“Once you start requiring doctors to get it, doctors are going to think it’s reasonable to make patients get it. It starts you down that mandatory route, and I don’t think we want to go there.” So said George Annas, renowned bioethicist, NEJM columnist and department chair of Health Law at Boston University School of Public Health.
A ho-hum influenza pandemic appeared, and suddenly hospitals on the east coast, west coast and the heartland started demanding mandatory vaccinations of their employees. At first the hospitals didn’t know whether they wanted mandatory seasonal flu vaccinations or swine flu vaccinations. There wasn’t any seasonal flu virus around, and there wasn’t any swine flu vaccine around, so what was the rush? [And it seems no one told these hospitals that they would be on the hook for all liability were their workers to be injured from a mandatory vaccine, like swine flu vaccine, subject to the PREP Act.] Simultaneously, an organization of infection control nurses popped up, demanding mandatory vaccinations and “accountability” from healthcare workers who considered refusing. New York State’s Health Commissioner (not the Legislature or Governor but an agency appointee) demanded all healthcare workers in the state be vaccinated or fired. This was clearly orchestrated. But who was pulling the strings?
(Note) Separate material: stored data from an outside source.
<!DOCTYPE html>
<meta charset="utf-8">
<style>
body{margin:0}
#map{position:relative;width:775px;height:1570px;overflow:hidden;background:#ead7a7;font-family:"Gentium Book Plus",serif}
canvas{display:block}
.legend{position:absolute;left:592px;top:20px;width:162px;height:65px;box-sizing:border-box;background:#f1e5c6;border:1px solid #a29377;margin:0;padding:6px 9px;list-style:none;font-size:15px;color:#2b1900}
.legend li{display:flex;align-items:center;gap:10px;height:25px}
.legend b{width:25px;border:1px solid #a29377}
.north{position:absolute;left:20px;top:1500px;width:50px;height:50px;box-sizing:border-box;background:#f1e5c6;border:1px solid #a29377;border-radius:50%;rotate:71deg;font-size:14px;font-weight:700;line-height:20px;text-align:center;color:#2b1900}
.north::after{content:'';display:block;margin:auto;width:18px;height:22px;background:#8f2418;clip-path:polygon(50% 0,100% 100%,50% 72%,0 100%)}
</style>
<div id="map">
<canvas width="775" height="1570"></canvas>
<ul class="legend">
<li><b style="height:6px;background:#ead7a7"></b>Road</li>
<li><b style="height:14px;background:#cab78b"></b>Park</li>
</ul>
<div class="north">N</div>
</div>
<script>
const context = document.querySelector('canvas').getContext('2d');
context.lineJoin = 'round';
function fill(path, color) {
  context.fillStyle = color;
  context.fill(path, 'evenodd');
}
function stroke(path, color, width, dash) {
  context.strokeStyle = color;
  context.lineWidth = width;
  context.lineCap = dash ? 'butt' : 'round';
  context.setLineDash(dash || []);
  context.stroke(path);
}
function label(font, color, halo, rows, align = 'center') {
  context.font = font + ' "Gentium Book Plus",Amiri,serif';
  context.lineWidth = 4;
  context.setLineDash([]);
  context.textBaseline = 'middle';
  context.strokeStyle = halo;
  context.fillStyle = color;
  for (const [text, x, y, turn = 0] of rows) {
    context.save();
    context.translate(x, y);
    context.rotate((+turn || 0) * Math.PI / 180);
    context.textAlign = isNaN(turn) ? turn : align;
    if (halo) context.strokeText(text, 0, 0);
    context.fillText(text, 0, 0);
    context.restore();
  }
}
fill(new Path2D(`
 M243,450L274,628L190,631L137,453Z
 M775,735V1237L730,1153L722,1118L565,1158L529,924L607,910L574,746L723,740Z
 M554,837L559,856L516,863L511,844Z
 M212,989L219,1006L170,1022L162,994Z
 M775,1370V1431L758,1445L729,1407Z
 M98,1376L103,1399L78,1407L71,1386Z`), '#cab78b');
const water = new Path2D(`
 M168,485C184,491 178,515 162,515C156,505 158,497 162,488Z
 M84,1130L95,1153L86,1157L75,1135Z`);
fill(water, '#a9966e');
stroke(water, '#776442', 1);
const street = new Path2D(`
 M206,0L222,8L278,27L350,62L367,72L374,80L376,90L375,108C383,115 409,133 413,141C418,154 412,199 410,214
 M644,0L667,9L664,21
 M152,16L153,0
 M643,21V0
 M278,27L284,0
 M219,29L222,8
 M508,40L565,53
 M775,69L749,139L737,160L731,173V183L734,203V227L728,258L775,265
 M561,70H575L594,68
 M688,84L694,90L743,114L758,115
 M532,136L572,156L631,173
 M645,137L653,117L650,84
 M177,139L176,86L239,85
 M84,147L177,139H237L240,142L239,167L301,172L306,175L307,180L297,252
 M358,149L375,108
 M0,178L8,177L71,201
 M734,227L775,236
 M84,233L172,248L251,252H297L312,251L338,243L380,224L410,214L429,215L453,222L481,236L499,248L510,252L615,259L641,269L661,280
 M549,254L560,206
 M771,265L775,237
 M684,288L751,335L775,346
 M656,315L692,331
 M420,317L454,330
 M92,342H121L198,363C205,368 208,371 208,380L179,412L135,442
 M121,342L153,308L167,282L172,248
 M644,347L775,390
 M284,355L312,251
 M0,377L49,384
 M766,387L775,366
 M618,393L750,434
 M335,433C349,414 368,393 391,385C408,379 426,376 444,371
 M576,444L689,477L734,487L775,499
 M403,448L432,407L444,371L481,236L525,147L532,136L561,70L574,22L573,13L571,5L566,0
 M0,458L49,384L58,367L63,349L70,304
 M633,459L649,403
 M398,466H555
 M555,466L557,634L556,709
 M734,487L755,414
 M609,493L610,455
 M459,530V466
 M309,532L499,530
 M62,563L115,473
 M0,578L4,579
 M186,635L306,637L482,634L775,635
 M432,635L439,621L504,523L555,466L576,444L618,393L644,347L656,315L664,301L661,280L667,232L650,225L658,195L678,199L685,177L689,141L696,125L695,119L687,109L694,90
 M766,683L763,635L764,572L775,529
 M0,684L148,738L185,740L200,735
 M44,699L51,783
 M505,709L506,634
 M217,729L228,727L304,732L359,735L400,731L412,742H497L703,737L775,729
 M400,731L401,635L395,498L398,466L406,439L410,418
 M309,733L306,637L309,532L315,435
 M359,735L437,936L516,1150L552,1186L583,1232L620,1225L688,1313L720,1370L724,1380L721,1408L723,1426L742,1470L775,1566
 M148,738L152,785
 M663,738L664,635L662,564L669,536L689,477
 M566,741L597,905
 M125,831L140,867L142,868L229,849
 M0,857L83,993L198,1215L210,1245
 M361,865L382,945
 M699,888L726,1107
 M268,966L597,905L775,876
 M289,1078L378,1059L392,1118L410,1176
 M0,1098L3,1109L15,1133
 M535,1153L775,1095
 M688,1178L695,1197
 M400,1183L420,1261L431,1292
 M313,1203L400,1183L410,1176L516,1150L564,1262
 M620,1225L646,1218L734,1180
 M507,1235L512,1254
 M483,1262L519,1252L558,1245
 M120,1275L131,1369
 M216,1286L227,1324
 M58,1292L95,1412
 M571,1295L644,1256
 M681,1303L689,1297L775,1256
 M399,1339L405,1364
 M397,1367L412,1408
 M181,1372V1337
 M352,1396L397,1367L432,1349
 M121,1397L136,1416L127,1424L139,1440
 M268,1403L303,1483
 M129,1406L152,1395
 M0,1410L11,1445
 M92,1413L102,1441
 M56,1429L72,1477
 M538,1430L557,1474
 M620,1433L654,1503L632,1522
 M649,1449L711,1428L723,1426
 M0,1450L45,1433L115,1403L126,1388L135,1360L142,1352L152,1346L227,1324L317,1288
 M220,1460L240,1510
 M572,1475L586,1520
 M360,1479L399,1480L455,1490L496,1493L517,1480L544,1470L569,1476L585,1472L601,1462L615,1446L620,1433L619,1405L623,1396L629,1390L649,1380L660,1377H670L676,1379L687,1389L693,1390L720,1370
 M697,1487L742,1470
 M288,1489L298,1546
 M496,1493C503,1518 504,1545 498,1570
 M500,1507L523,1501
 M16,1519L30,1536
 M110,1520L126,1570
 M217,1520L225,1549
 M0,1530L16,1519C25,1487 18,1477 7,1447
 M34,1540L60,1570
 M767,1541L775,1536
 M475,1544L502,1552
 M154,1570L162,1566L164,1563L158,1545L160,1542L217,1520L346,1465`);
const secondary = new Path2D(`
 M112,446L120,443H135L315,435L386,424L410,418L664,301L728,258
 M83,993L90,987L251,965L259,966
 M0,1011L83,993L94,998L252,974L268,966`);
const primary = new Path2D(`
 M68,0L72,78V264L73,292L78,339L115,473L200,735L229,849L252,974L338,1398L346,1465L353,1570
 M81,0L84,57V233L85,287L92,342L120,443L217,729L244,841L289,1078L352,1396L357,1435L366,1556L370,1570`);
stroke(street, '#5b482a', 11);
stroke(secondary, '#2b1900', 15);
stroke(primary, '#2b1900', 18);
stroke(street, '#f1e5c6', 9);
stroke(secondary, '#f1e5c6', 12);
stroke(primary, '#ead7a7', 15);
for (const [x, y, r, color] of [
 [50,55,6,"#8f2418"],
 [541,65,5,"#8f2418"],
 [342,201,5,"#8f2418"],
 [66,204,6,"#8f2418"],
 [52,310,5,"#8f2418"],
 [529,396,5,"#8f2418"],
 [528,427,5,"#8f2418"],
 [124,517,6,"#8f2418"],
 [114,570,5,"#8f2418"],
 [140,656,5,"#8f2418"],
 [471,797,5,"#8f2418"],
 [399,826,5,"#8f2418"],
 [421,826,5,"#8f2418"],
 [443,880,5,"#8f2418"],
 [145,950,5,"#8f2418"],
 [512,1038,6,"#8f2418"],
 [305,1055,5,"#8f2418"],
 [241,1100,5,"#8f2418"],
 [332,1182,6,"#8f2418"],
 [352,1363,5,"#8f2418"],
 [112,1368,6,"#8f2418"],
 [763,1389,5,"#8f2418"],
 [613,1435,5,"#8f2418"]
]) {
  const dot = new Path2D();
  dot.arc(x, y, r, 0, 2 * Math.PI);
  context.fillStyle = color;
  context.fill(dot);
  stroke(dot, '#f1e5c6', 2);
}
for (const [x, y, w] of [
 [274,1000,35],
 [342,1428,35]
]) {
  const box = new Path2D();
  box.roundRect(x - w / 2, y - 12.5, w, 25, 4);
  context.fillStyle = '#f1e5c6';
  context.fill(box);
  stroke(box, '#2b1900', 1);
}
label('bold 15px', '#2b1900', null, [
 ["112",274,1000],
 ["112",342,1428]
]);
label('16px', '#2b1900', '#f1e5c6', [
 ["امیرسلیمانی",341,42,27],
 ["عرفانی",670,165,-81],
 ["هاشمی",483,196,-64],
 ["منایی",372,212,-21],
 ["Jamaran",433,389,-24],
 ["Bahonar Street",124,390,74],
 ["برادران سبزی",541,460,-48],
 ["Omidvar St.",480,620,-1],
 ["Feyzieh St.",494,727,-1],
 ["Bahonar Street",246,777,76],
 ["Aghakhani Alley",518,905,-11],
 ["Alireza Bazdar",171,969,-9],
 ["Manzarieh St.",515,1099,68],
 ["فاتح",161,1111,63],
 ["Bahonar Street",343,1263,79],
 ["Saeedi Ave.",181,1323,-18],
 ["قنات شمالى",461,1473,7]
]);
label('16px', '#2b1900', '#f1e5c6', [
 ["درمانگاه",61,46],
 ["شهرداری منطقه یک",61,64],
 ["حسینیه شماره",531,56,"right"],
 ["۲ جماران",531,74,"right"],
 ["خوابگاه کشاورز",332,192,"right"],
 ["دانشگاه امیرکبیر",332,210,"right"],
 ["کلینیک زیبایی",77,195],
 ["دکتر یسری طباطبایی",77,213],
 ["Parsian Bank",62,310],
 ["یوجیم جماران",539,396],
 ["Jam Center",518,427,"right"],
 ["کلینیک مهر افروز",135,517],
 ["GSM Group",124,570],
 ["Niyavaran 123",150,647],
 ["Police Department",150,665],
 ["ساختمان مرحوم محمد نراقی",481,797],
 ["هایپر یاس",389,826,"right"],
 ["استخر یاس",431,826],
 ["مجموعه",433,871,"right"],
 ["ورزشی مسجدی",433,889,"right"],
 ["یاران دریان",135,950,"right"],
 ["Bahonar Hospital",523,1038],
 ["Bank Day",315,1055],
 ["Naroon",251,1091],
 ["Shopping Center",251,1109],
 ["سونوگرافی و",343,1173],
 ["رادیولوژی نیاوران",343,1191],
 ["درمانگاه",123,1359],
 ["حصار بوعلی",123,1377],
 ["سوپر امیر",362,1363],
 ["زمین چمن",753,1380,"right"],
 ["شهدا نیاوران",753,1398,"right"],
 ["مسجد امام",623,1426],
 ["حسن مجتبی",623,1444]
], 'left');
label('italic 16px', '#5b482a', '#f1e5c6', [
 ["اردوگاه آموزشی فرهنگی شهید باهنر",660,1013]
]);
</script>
The federal government claimed it had nothing to do with mandates. On its flu.gov website the following appeared:
“In a few local jurisdictions, vaccination is being required for health care workers. That is a local decision, not a federal one.”
“… strongly encourage health care workers to receive the Novel H1N1 vaccination. Grantees should employ strategies to increase the rates of vaccination for their health care personnel such as waiving administration fees for health care personnel, providing educational materials, sending reminder messages, holding informational staff meetings, monitoring employee participation in the vaccination initiative, and employing declination forms.”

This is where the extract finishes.